エリートのゴールキーパーのように、非常に経験と専門性が高く、成功に対する報酬が高い場合であっても、このnorm theoryの影響を受けてしまうというのがこの論文の主旨のようです。

The action/omission bias has received attention in psychology, but hardly any in economics (one exception is Patt and Zeckhauser, 2000). We think, however, that it has very important implications for economics and management. For example, the action/omission bias might affect the decision of investors whether to change their portfolio (action) or not (inaction). It can affect the choice of managers whether to leave their company’s strategy or investments unchanged (inaction), or to change them (action).
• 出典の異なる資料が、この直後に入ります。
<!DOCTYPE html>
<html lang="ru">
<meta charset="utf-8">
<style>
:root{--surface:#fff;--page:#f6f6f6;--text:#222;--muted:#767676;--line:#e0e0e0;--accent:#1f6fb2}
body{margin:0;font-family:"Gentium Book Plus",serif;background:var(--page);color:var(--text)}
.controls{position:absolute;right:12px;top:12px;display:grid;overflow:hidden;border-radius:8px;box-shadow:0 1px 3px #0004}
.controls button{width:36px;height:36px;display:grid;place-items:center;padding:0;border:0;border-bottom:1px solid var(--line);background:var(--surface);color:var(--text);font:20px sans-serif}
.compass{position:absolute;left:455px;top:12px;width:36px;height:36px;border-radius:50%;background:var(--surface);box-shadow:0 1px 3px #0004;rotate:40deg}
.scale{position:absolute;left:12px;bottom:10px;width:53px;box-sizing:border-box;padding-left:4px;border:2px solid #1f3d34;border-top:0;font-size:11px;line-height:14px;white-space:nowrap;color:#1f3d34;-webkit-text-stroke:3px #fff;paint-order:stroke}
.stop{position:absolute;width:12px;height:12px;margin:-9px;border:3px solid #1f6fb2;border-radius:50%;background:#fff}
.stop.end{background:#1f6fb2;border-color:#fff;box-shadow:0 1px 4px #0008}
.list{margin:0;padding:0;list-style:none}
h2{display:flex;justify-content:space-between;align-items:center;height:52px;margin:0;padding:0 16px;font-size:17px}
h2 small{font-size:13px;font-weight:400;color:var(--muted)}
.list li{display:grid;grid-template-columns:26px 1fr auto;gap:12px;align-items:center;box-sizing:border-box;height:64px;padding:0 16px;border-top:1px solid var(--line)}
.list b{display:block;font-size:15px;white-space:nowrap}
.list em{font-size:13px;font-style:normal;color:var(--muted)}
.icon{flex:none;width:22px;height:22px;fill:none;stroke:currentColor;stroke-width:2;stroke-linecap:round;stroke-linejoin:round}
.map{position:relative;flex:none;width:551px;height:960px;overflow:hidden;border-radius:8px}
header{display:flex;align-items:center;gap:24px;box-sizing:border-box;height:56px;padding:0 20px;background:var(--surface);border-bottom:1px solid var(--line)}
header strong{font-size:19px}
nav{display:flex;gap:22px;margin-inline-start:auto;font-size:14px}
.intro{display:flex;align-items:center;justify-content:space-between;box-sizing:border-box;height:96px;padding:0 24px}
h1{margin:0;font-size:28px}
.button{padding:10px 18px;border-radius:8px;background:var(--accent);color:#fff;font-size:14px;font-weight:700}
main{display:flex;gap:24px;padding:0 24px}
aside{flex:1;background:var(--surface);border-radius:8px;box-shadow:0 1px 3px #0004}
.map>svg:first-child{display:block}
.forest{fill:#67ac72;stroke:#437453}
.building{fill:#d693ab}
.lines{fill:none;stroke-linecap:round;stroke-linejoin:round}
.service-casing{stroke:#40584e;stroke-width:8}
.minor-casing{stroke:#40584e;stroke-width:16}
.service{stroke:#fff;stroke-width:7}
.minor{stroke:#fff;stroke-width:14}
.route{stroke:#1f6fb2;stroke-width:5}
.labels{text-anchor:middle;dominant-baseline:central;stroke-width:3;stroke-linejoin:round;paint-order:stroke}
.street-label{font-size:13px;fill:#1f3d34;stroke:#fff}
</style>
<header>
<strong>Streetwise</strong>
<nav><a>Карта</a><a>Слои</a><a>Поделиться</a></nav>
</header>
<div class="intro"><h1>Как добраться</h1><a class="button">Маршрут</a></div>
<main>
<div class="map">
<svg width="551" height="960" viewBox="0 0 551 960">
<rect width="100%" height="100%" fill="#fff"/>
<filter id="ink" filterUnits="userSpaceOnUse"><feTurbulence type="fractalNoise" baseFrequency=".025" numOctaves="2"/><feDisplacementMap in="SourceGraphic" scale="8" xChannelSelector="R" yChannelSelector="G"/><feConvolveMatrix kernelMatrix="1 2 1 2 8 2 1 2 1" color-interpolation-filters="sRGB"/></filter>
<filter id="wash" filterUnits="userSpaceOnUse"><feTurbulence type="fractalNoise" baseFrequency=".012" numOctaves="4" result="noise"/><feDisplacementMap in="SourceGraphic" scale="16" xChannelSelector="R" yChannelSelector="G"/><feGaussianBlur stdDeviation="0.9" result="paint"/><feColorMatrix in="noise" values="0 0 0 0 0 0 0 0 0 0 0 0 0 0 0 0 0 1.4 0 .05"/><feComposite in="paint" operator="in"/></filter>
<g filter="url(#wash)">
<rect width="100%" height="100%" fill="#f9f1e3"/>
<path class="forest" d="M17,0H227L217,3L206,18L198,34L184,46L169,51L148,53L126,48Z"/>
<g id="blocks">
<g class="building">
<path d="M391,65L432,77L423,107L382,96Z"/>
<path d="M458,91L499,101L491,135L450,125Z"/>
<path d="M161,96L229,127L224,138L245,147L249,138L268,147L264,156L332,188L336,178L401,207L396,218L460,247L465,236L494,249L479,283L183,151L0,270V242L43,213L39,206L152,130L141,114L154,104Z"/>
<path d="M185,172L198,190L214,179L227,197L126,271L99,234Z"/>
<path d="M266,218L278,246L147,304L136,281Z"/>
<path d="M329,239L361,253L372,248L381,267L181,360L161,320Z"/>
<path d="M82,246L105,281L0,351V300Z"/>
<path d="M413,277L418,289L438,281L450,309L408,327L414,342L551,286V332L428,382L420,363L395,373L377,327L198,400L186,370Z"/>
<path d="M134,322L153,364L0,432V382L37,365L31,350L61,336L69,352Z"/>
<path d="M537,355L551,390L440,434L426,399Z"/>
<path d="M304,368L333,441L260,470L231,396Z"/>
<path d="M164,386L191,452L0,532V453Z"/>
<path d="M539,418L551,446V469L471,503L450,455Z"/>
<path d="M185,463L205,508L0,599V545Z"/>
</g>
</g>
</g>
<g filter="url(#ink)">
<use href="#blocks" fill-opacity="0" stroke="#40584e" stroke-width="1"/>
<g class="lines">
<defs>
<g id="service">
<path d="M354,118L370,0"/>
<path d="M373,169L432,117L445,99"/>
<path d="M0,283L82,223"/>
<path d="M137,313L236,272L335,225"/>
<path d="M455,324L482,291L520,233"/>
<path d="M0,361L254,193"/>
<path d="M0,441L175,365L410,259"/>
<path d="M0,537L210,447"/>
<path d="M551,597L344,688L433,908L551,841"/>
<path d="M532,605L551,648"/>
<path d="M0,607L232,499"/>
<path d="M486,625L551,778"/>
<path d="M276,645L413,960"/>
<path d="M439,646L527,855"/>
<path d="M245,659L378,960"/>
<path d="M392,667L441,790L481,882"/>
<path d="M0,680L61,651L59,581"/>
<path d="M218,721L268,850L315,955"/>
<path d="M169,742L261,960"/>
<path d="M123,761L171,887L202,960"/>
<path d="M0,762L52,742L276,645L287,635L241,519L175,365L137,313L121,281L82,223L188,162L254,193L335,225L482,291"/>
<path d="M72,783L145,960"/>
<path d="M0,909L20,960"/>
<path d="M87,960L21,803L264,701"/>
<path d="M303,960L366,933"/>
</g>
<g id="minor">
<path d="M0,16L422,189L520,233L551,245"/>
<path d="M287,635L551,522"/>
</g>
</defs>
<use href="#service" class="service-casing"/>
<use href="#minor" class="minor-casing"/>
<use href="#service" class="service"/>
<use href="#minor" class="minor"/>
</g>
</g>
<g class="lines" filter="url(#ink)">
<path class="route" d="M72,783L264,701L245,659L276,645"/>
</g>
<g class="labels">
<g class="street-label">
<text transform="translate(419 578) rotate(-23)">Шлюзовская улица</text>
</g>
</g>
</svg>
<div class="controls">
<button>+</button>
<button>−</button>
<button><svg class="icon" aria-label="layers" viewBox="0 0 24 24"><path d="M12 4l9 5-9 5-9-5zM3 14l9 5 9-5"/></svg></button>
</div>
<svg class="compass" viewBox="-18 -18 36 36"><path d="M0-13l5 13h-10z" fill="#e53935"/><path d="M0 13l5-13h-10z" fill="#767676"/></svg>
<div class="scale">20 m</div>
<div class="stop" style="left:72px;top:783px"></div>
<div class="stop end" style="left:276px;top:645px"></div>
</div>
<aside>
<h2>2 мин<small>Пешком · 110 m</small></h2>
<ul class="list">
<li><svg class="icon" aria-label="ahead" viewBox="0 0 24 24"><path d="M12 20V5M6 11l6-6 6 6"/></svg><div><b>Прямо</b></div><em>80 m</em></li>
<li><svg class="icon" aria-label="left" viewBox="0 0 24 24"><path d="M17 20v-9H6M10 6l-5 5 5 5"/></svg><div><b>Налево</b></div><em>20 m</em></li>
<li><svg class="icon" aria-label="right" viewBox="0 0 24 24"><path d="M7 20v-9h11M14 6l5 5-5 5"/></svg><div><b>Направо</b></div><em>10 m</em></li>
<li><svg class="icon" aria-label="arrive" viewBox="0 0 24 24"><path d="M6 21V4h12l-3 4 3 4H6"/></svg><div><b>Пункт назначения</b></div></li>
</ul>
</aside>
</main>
The bias may also have implications for the decision of workers whether to stay in their job (inaction) or look for a better job (action), and one’s decision whether to re-locate to another city or not. In the macro-economic level, the action/omission bias may also affect decisions made by governments and central banks whether to change various policy variables (interest rates, tax rates, various types of expenditures, etc.), or leave them
unchanged.

アクション/オミッションのバイアスは心理学では注目されていますが、経済学ではほとんど注目されていません(例外としてPatt and Zeckhauser, 2000)。しかし、我々はこれが経済学および経営学に大きな示唆を与えると考えています。例えば、アクション/オミッションのバイアスは、ポートフォリオを変える(アクション)か変えないか(オミッション)と考えている投資家の判断に影響を与えます。会社の戦略や投資をそのままにするか(オミッション)、変えるか(アクション)を考えている経営者の選択に影響を与えます。従業員に取っては、会社にそのまま残るか(オミッション)、より良い仕事を探すか(アクション)にも影響するかもしれません。また別の都市に住み替えるかの判断にも影響するかもしれません。マクロ経済学のレベルでは、政府や中央銀行が金利、税金、公共支出を変えるか、それともそのままにするかにも、このアクション/オミッションのバイアスは影響を与えるかもしれません。